It’s soon going to become a lot harder to get lost, even when you’re in an unfamiliar city without cellular service.
Google announced at its I/O developers conference today that it’s extending the functionality of Google Maps when there’s no internet connection available. Later this year, turn-by-turn directions and business information will be added to Google’s already very useful offline maps service.
Users can now save a map of an area to their phone and search for places on the map, even without an internet connection. The planned expansion will allow for a richer and more granular version of that search.
On stage at I/O, Jen Fitzpatrick, a vice president of engineering at Google, searched for the Museo Soumaya in Mexico City on a phone, pulled up the museum’s hours and reviews, and got turn-by-turn directions, all while in airplane mode. (A smartphone will still need to have GPS turned on for this to work, although that doesn’t require any data.)
“With offline maps, you won’t need to suck down expensive data… every time you want to navigate somewhere,” Fitzpatrick said.

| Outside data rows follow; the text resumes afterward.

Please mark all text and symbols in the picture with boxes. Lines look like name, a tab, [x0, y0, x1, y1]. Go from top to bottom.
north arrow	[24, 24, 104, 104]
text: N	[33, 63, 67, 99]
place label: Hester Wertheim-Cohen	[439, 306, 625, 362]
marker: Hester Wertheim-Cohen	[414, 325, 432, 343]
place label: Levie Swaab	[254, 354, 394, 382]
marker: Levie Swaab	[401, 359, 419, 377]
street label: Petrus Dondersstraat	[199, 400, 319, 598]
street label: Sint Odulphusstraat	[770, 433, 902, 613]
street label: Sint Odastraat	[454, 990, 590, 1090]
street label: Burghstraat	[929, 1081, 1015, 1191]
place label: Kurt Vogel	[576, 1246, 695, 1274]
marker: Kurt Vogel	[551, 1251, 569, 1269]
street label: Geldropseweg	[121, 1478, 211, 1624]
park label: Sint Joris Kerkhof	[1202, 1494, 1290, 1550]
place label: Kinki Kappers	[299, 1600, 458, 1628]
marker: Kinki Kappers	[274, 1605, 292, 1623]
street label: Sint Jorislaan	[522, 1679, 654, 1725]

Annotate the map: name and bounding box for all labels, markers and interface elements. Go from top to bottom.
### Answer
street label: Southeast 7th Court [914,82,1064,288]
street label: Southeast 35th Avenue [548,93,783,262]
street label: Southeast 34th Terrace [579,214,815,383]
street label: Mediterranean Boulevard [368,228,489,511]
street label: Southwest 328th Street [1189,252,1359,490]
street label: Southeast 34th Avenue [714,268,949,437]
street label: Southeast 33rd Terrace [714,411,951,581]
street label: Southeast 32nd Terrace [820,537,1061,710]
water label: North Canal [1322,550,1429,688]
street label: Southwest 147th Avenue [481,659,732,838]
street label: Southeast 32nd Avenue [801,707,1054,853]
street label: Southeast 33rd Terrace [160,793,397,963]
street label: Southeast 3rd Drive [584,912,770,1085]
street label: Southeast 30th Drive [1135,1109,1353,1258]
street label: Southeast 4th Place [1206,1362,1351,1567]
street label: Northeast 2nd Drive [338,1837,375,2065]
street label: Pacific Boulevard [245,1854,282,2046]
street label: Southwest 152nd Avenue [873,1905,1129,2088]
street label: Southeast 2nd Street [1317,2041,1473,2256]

Explaining the impetus for the expansion to the crowd at I/O, Fitzpatrick framed it as part of the effort to get the next billion users online. ”More and more people are getting their first smartphones, and for many of them, that mobile phone will be their very first computer,” she said.
But data service can be expensive and spotty around the world, Fitzpatrick said. For new users, that’s a barrier to entry for its services that Google is trying to lower, and building more powerful offline maps is a part of that.
Pair this with Google Now’s new feature to find your car wherever you parked it, and it should be a lot harder to get stranded in an unfamiliar place.